郑元龙匆匆离去后,众英雄围坐在一起,紧张地商议应对之策。罗季芳一拍桌子,大声嚷道:“都别慌!等官兵来了,咱们杀他个片甲不留!干脆直接杀进王府,把宁王宰了,然后远走高飞!”徐鸣皋皱着眉头,严肃地斥责道:“你这莽夫,别在这儿胡言乱语!哪有你说的那么容易?且不说王府里高手如云,咱们未必能打得过;现在宁王虽然有谋反的迹象,但朝廷还没察觉,咱们要是杀了他,后果不堪设想!杀个县令都可能招来屠城之祸,更何况宁王是皇亲国戚,咱们能逃到哪儿去?就算你我侥幸逃脱,周八弟怎么办?他肯定会被连累!”

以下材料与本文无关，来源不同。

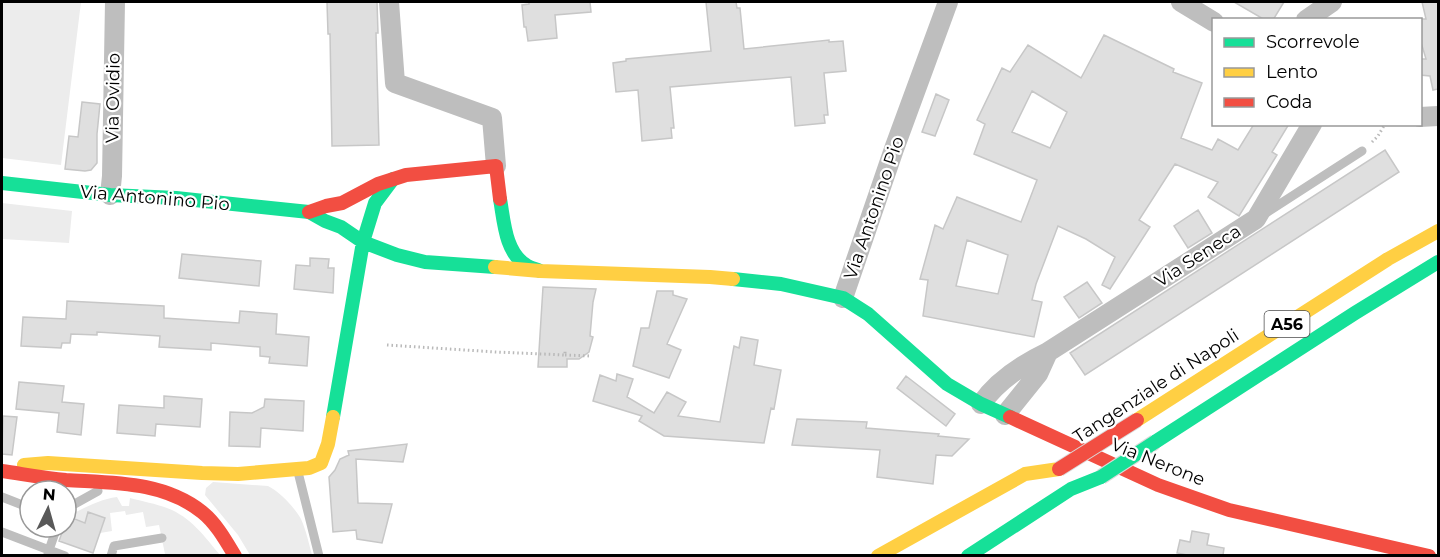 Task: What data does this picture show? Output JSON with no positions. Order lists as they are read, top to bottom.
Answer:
{
  "streets": {
    "main road": [
      "Via Antonino Pio",
      "A56",
      "Tangenziale di Napoli",
      "Via Nerone"
    ],
    "street": ["Via Ovidio", "Via Seneca"]
  },
  "crossings": [
    ["Via Ovidio", "Via Antonino Pio"],
    ["Via Antonino Pio", "Via Nerone"],
    ["Via Seneca", "Via Nerone"]
  ],
  "legend": ["Scorrevole", "Lento", "Coda"],
  "north": "top"
} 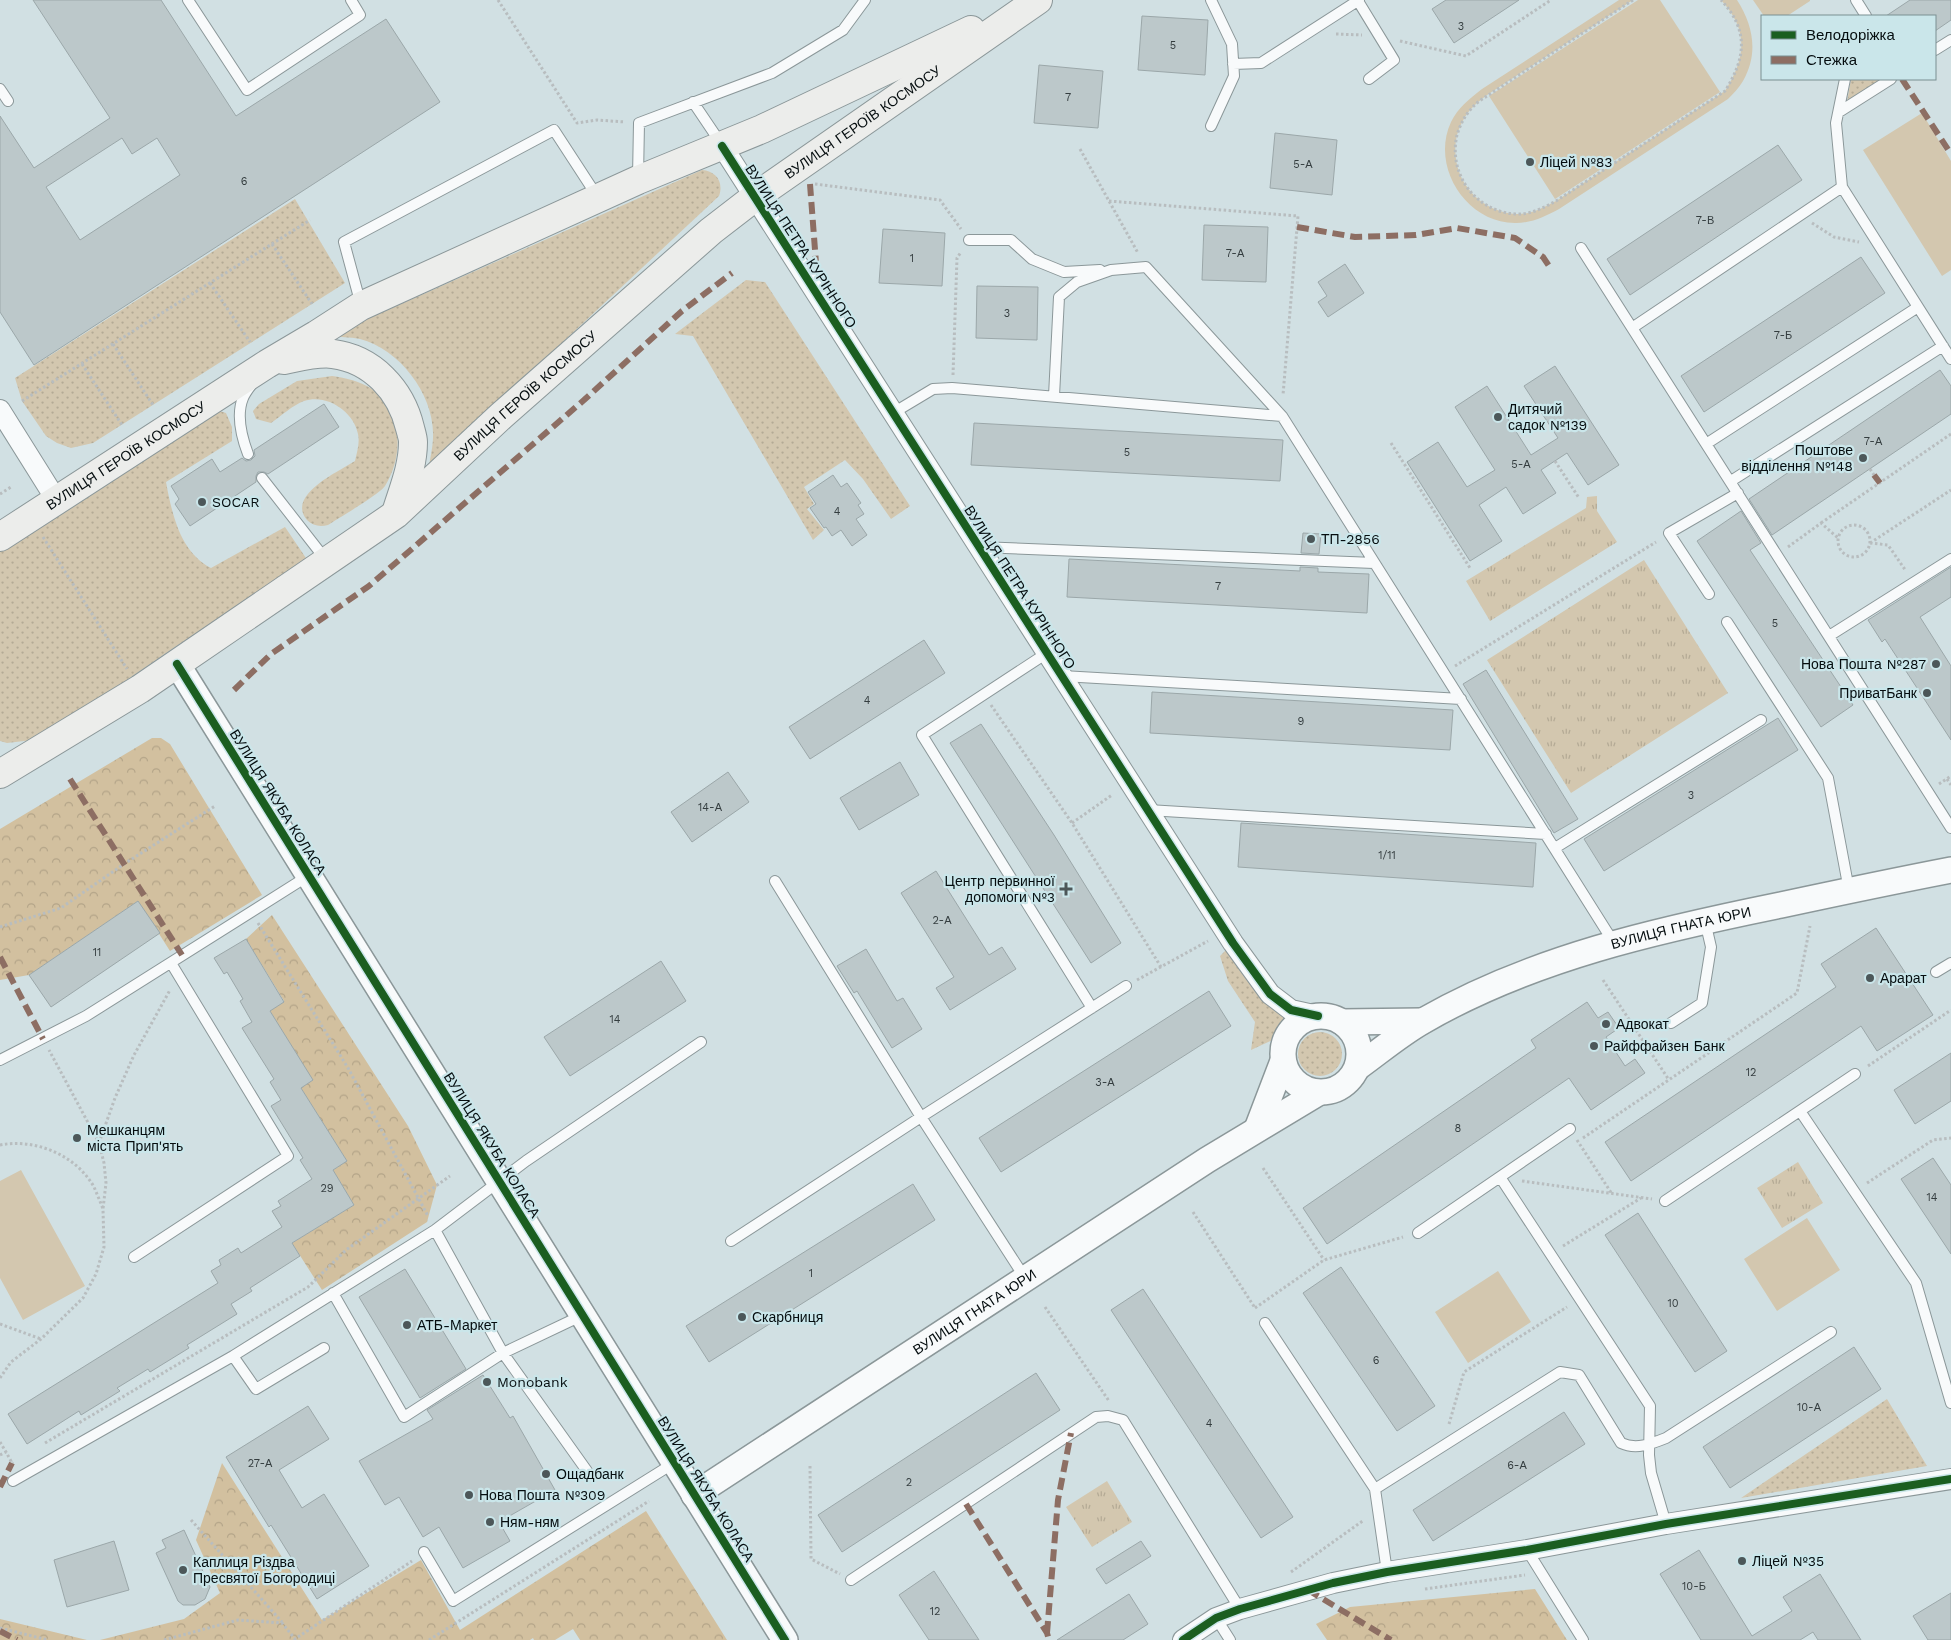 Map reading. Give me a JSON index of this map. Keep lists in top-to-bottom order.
{
  "streets": {
    "main road": ["ВУЛИЦЯ ГЕРОЇВ КОСМОСУ"],
    "street": ["ВУЛИЦЯ ПЕТРА КУРІННОГО", "ВУЛИЦЯ ЯКУБА КОЛАСА", "ВУЛИЦЯ ГНАТА ЮРИ"]
  },
  "crossings": [
    ["ВУЛИЦЯ ГЕРОЇВ КОСМОСУ", "ВУЛИЦЯ ПЕТРА КУРІННОГО"],
    ["ВУЛИЦЯ ГЕРОЇВ КОСМОСУ", "ВУЛИЦЯ ЯКУБА КОЛАСА"],
    ["ВУЛИЦЯ ПЕТРА КУРІННОГО", "ВУЛИЦЯ ГНАТА ЮРИ"],
    ["ВУЛИЦЯ ЯКУБА КОЛАСА", "ВУЛИЦЯ ГНАТА ЮРИ"]
  ],
  "places": {
    "other": [
      "Ліцей №83",
      "Дитячий садок №139",
      "Поштове відділення №148",
      "SOCAR",
      "ТП-2856",
      "Нова Пошта №287",
      "ПриватБанк",
      "Арарат",
      "Адвокат",
      "Райффайзен Банк",
      "Мешканцям міста Прип'ять",
      "Скарбниця",
      "АТБ-Маркет",
      "Monobank",
      "Ощадбанк",
      "Нова Пошта №309",
      "Ням-ням",
      "Ліцей №35",
      "Каплиця Різдва Пресвятої Богородиці"
    ],
    "health": ["Центр первинної допомоги №3"]
  },
  "house_numbers": [
    "3",
    "5",
    "7",
    "5-А",
    "6",
    "7-В",
    "7-А",
    "1",
    "3",
    "7-Б",
    "7-А",
    "5",
    "5-А",
    "4",
    "7",
    "5",
    "4",
    "9",
    "3",
    "14-А",
    "1/11",
    "2-А",
    "11",
    "14",
    "12",
    "3-А",
    "8",
    "29",
    "14",
    "1",
    "10",
    "6",
    "10-А",
    "4",
    "27-А",
    "6-А",
    "2",
    "10-Б",
    "12"
  ],
  "legend": ["Велодоріжка", "Стежка"]
} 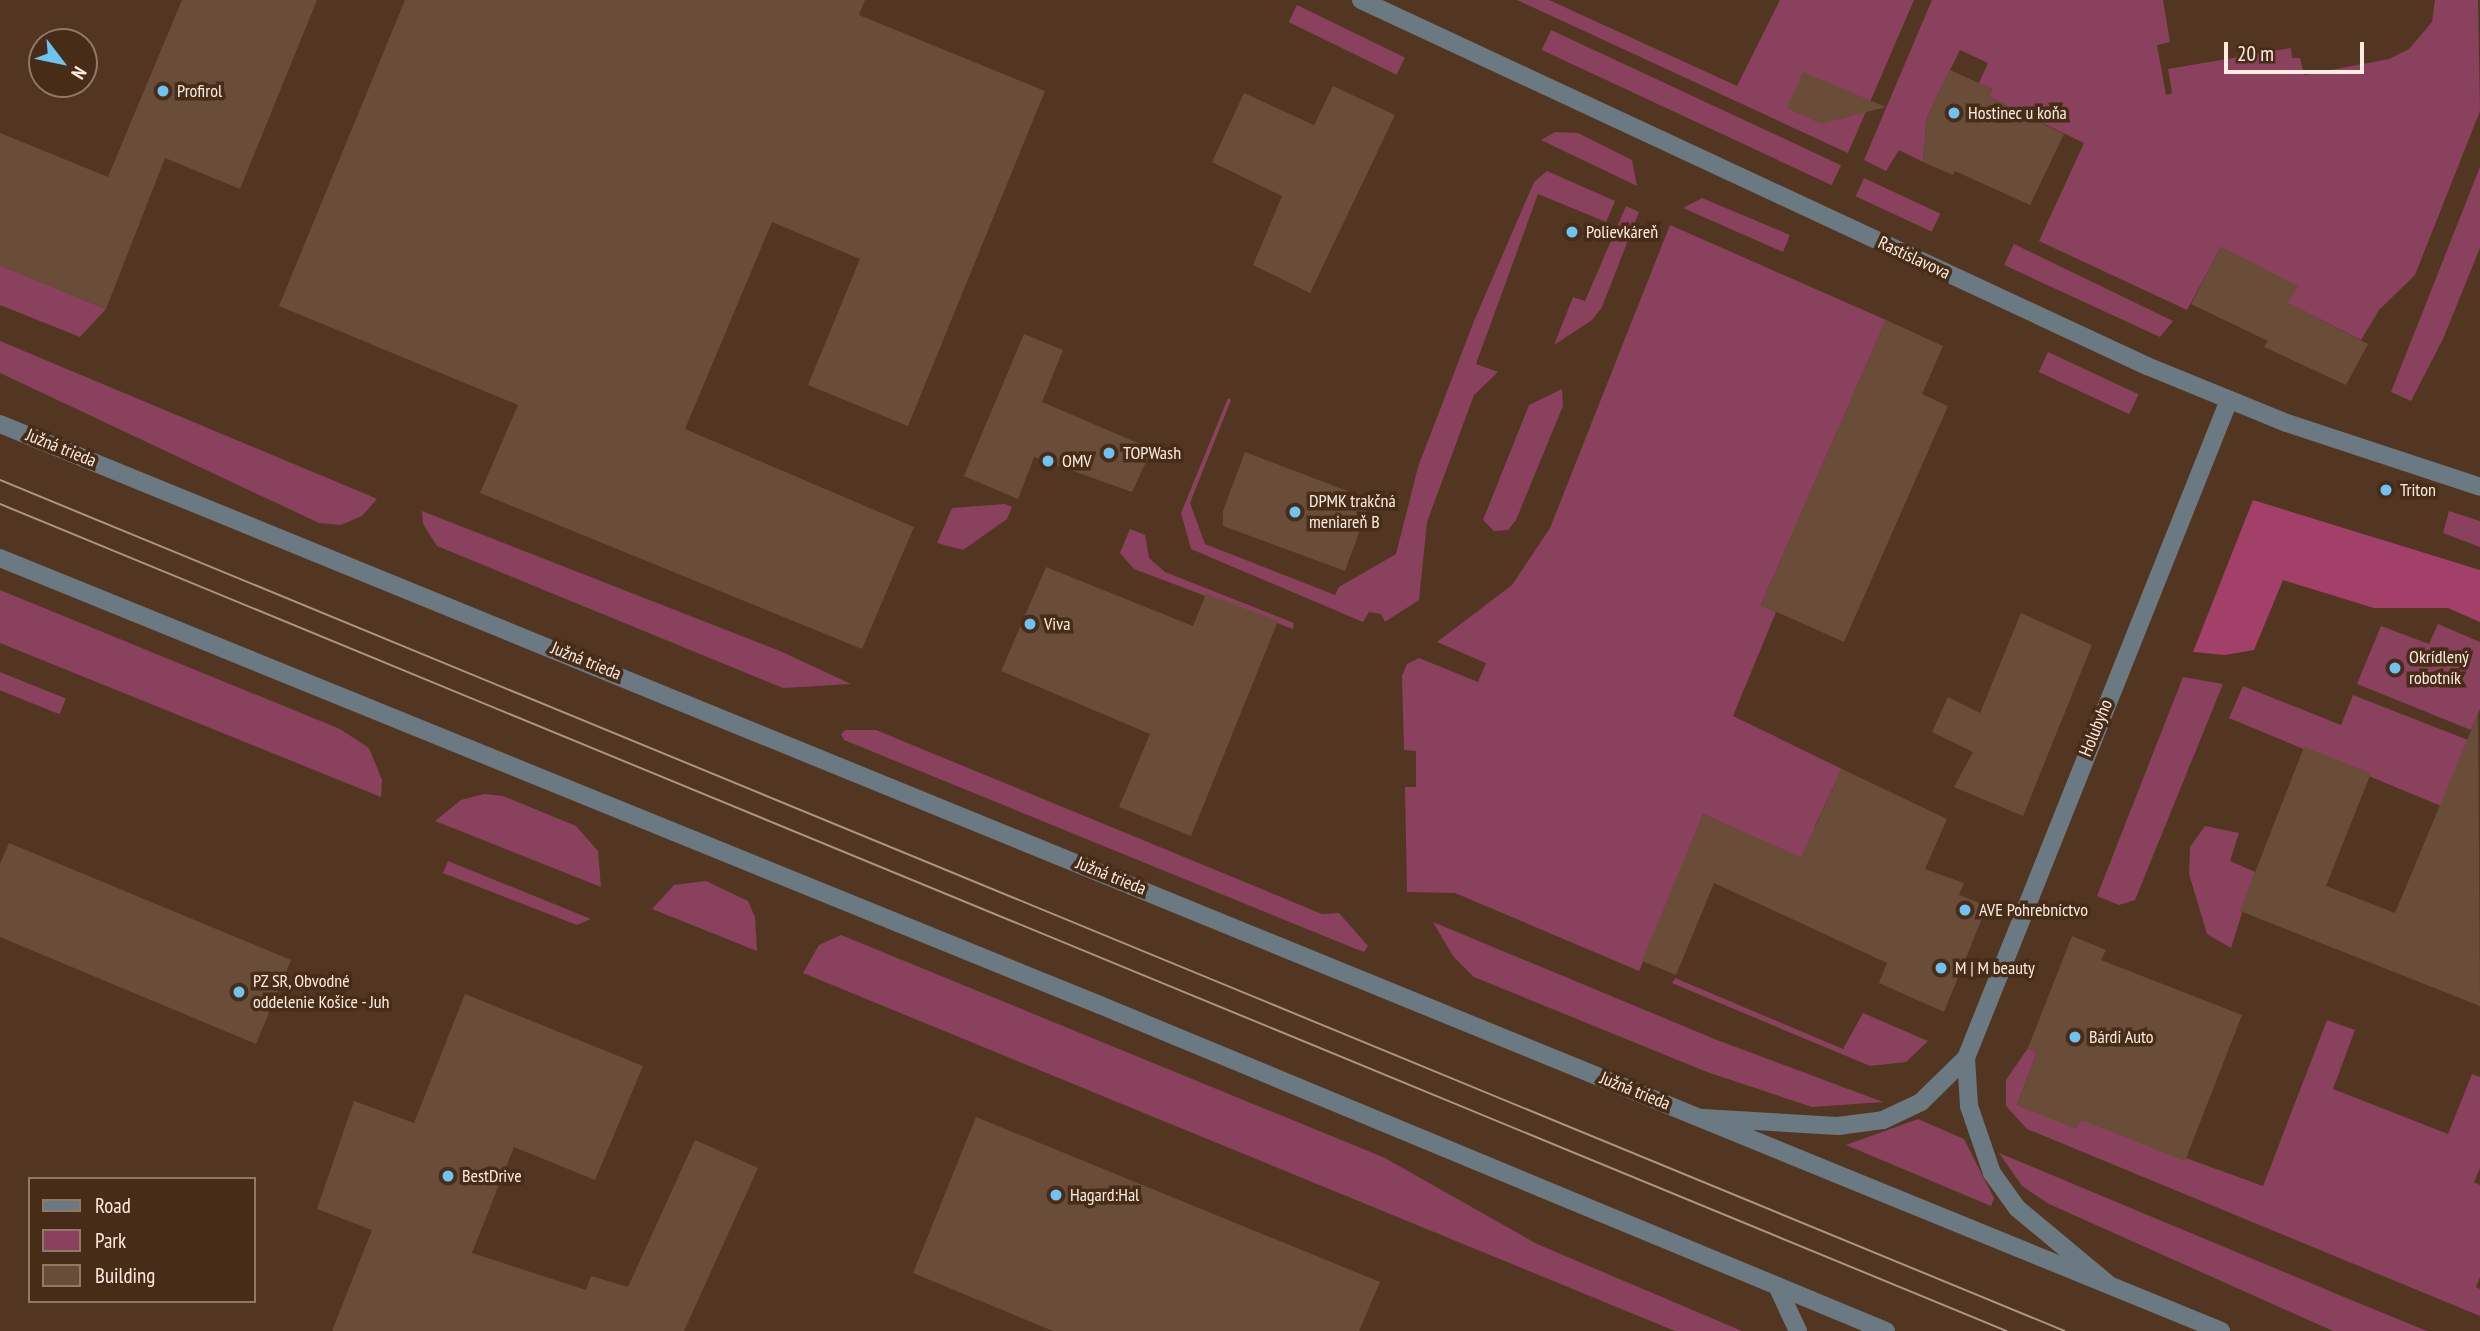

徐庆沉思片刻,分析道:“依我看,我、老四和狄贤弟师徒先避一避。其他人没跟王府的人照过面,他们不认识,就算被抓,顶多就是打场官司。”周湘帆正担心众人都离开,连忙赞同:“三哥说得对!东南十里外有个马家村,村里的教师马金标为人仗义,我小时候还拜他为师。他家房子宽敞,家底也厚实,江湖上各路人士路过江西,都会去投奔他,平日里人来人往,鱼龙混杂。几位兄长去那儿躲半个月,肯定安全。我写封信,让家仆带你们过去。杨兄、包弟和徐寿就留下来陪我,你们觉得如何?”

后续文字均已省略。